- The Washington Times - Tuesday, January 31, 2012

LAS VEGAS — Back to the caucuses.

After three big primaries that seemed to write, rewrite and then re-rewrite the 2012 GOP campaign storyline, the candidates now begin a stretch run where four of the next five contests are caucuses, and the fifth, a primary in Missouri next week, is less relevant because convention delegates there actually will be chosen later this year in — yep — a caucus.

Nevada looms first, on Saturday, and Texas Rep. Ron Paul and former Pennsylvania Sen. Rick Santorum already are here, having conceded they weren’t going to do well in Florida’s primary but banking on the friendlier — and cheaper — confines of a caucus state. They spent the morning in Colorado, then flew to Nevada by evening.

Former House Speaker Newt Gingrich and former Massachusetts Gov. Mitt Romney won’t be far behind. Both head to Nevada on Wednesday, with Mr. Romney making a quick detour through Minnesota, which holds its caucuses next week.

Primaries are like any other election, and draw a wide swath of voters. Caucuses are far more limited. They usually take several hours, chasing away casual drop-in voters while attracting dedicated followers, and they reward so-called “ground game” organizations more than the “air war” fought by television ads.

“As we look ahead, its not necessarily going to be a two-person race between Mitt Romney and Newt Gingrich in every state,” said Eric Fehrnstrom, a strategist for Mr. Romney. “In Nevada, I think Ron Paul will be Gov. Romney’s most serious competitor. I think in Missouri it could be someone like Rick Santorum. Or Minnesota, Rick Santorum.”

Nevada’s caucuses come first, with meetings at 125 locations statewide on Saturday. Colorado and Minnesota are slated for Tuesday, as is Missouri’s nonbinding primary. Maine’s caucuses already have started as a trickle, but hit full steam this weekend and run through the middle of February.

Of those contests, only Nevada’s caucuses will actually award delegates to the nominating convention. But each state will shape things going forward, as Mr.
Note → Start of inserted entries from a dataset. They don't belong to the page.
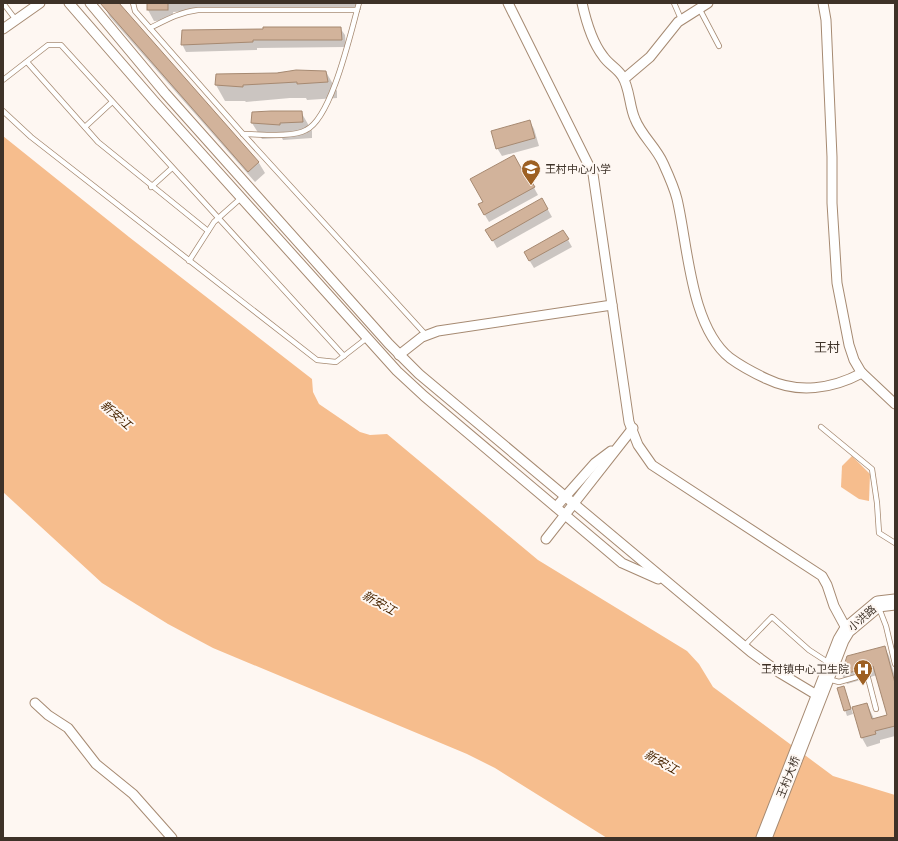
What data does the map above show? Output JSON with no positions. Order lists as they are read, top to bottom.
{
  "streets": {
    "main road": ["小洪路", "王村大桥"]
  },
  "crossings": [
    ["小洪路", "王村大桥"]
  ],
  "districts": ["王村"],
  "water": ["新安江"],
  "places": {
    "school or university": ["王村中心小学"],
    "hospital": ["王村镇中心卫生院"]
  }
}
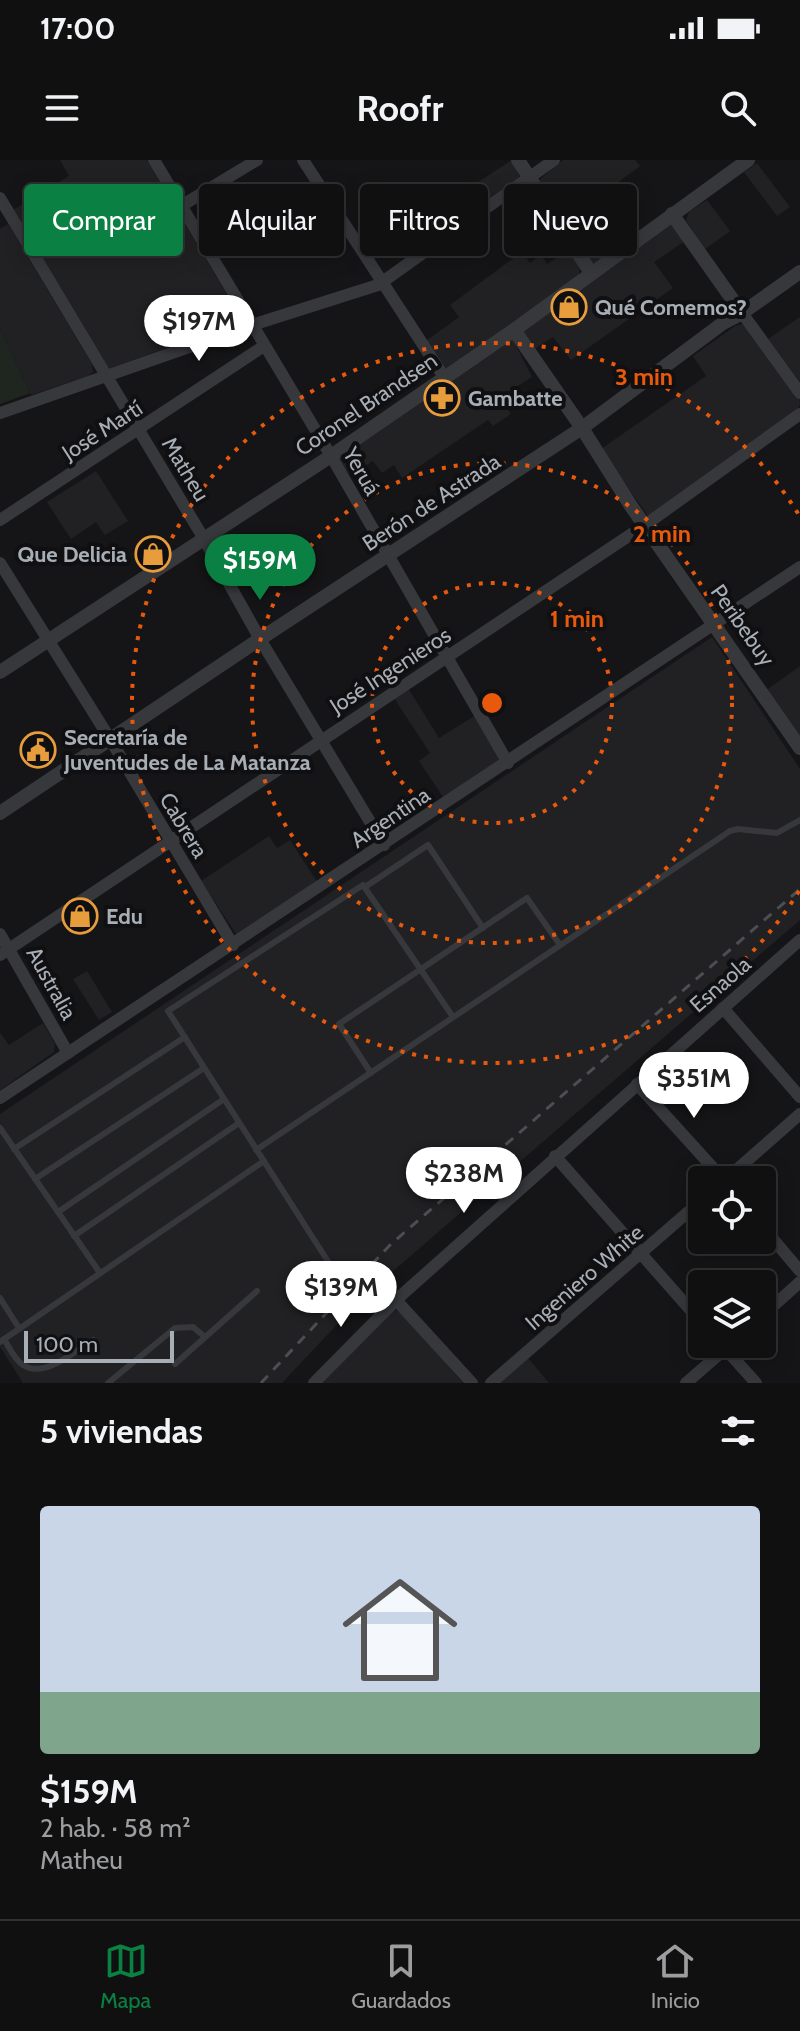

Romney hopes to continue his momentum and the other three candidates try to steal a victory or two and change the contours of the race.

Andrew Busch, chairman of the government department at Claremont McKenna College in Claremont, Calif., said Mr. Romney will try to avoid the storyline that President Jimmy Carter faced when running for re-election in 1980.

“Jimmy Carter would win the crucial primaries and then, when it seemed like he had things wrapped up, voters would give Ted Kennedy a protest vote,” Mr. Busch said. “Romney will have to hope a scenario like that does not develop.”

The caucuses also present a chance for candidates to pick up delegates at a low cost.

Nevada will award 28 delegates Saturday, three more than South Carolina did, even though its likely only one-tenth as many people will turn out to vote.

That’s true across all four states, where the GOP caucuses in 2008 attracted slightly more than 160,000 voters, or far less than voted in New Hampshire’s primary alone Jan. 10. New Hampshire was worth 12 delegates, while these four caucus states are worth a total of 128 delegates.

Still, given the way some caucuses work, the final delegate allocation will have to wait for state conventions.

Analysts said Mr. Romney is poised to do well in February. Forgotten amid his loss to Sen. John McCain in the 2008 nomination battle is that he won the caucuses in all four of these states, and by giant margins.